Problem to solve:
Whatever the records say, set them down exactly.
--------------------------------------------------
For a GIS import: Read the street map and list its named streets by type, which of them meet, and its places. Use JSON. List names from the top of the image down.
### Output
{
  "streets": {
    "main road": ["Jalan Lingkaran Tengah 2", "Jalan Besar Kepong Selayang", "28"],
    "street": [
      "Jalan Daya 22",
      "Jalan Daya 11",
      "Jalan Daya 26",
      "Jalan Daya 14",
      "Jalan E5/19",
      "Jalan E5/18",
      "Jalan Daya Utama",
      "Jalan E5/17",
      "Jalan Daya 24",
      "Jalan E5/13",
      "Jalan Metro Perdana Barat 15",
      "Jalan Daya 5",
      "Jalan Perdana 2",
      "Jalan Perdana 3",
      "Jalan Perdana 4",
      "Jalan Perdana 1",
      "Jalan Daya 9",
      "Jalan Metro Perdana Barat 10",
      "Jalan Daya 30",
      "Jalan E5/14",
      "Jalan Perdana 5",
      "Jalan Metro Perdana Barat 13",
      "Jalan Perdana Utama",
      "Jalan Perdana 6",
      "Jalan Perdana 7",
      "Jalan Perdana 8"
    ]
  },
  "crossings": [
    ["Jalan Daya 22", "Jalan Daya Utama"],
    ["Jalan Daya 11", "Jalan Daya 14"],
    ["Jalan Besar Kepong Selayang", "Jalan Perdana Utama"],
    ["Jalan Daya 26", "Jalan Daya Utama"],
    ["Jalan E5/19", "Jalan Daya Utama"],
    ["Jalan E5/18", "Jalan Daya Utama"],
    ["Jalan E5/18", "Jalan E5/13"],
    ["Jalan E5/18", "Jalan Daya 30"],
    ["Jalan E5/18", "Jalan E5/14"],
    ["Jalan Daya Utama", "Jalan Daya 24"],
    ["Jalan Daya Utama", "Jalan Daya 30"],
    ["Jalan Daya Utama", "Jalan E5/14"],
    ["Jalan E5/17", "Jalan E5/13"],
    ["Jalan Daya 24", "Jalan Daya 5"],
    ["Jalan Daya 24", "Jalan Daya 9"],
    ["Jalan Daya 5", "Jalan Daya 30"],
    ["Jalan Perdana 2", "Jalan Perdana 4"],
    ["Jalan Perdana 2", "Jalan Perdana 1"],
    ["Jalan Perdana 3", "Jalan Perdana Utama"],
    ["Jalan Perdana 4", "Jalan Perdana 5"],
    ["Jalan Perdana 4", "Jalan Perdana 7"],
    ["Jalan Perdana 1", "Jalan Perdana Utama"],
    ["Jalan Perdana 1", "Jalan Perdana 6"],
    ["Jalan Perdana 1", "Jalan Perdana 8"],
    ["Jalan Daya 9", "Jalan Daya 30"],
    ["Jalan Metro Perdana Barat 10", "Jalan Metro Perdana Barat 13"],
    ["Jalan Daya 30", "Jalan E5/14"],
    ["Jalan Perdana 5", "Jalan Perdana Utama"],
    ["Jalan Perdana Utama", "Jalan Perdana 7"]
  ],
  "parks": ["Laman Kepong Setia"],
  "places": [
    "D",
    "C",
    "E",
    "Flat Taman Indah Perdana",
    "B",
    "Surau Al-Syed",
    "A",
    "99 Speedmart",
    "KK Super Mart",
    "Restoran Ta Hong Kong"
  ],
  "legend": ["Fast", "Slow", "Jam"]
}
--------------------------------------------------
Task response:
For a GIS import: Read the street map and list its named streets by type, which of them meet, and its places. Use JSON. List names from the top of the image down.
### Output
{
  "streets": {
    "main road": ["Jalan Lingkaran Tengah 2", "Jalan Besar Kepong Selayang", "28"],
    "street": [
      "Jalan Daya 22",
      "Jalan Daya 11",
      "Jalan Daya 26",
      "Jalan Daya 14",
      "Jalan E5/19",
      "Jalan E5/18",
      "Jalan Daya Utama",
      "Jalan E5/17",
      "Jalan Daya 24",
      "Jalan E5/13",
      "Jalan Metro Perdana Barat 15",
      "Jalan Daya 5",
      "Jalan Perdana 2",
      "Jalan Perdana 3",
      "Jalan Perdana 4",
      "Jalan Perdana 1",
      "Jalan Daya 9",
      "Jalan Metro Perdana Barat 10",
      "Jalan Daya 30",
      "Jalan E5/14",
      "Jalan Perdana 5",
      "Jalan Metro Perdana Barat 13",
      "Jalan Perdana Utama",
      "Jalan Perdana 6",
      "Jalan Perdana 7",
      "Jalan Perdana 8"
    ]
  },
  "crossings": [
    ["Jalan Daya 22", "Jalan Daya Utama"],
    ["Jalan Daya 11", "Jalan Daya 14"],
    ["Jalan Besar Kepong Selayang", "Jalan Perdana Utama"],
    ["Jalan Daya 26", "Jalan Daya Utama"],
    ["Jalan E5/19", "Jalan Daya Utama"],
    ["Jalan E5/18", "Jalan Daya Utama"],
    ["Jalan E5/18", "Jalan E5/13"],
    ["Jalan E5/18", "Jalan Daya 30"],
    ["Jalan E5/18", "Jalan E5/14"],
    ["Jalan Daya Utama", "Jalan Daya 24"],
    ["Jalan Daya Utama", "Jalan Daya 30"],
    ["Jalan Daya Utama", "Jalan E5/14"],
    ["Jalan E5/17", "Jalan E5/13"],
    ["Jalan Daya 24", "Jalan Daya 5"],
    ["Jalan Daya 24", "Jalan Daya 9"],
    ["Jalan Daya 5", "Jalan Daya 30"],
    ["Jalan Perdana 2", "Jalan Perdana 4"],
    ["Jalan Perdana 2", "Jalan Perdana 1"],
    ["Jalan Perdana 3", "Jalan Perdana Utama"],
    ["Jalan Perdana 4", "Jalan Perdana 5"],
    ["Jalan Perdana 4", "Jalan Perdana 7"],
    ["Jalan Perdana 1", "Jalan Perdana Utama"],
    ["Jalan Perdana 1", "Jalan Perdana 6"],
    ["Jalan Perdana 1", "Jalan Perdana 8"],
    ["Jalan Daya 9", "Jalan Daya 30"],
    ["Jalan Metro Perdana Barat 10", "Jalan Metro Perdana Barat 13"],
    ["Jalan Daya 30", "Jalan E5/14"],
    ["Jalan Perdana 5", "Jalan Perdana Utama"],
    ["Jalan Perdana Utama", "Jalan Perdana 7"]
  ],
  "parks": ["Laman Kepong Setia"],
  "places": [
    "D",
    "C",
    "E",
    "Flat Taman Indah Perdana",
    "B",
    "Surau Al-Syed",
    "A",
    "99 Speedmart",
    "KK Super Mart",
    "Restoran Ta Hong Kong"
  ],
  "legend": ["Fast", "Slow", "Jam"]
}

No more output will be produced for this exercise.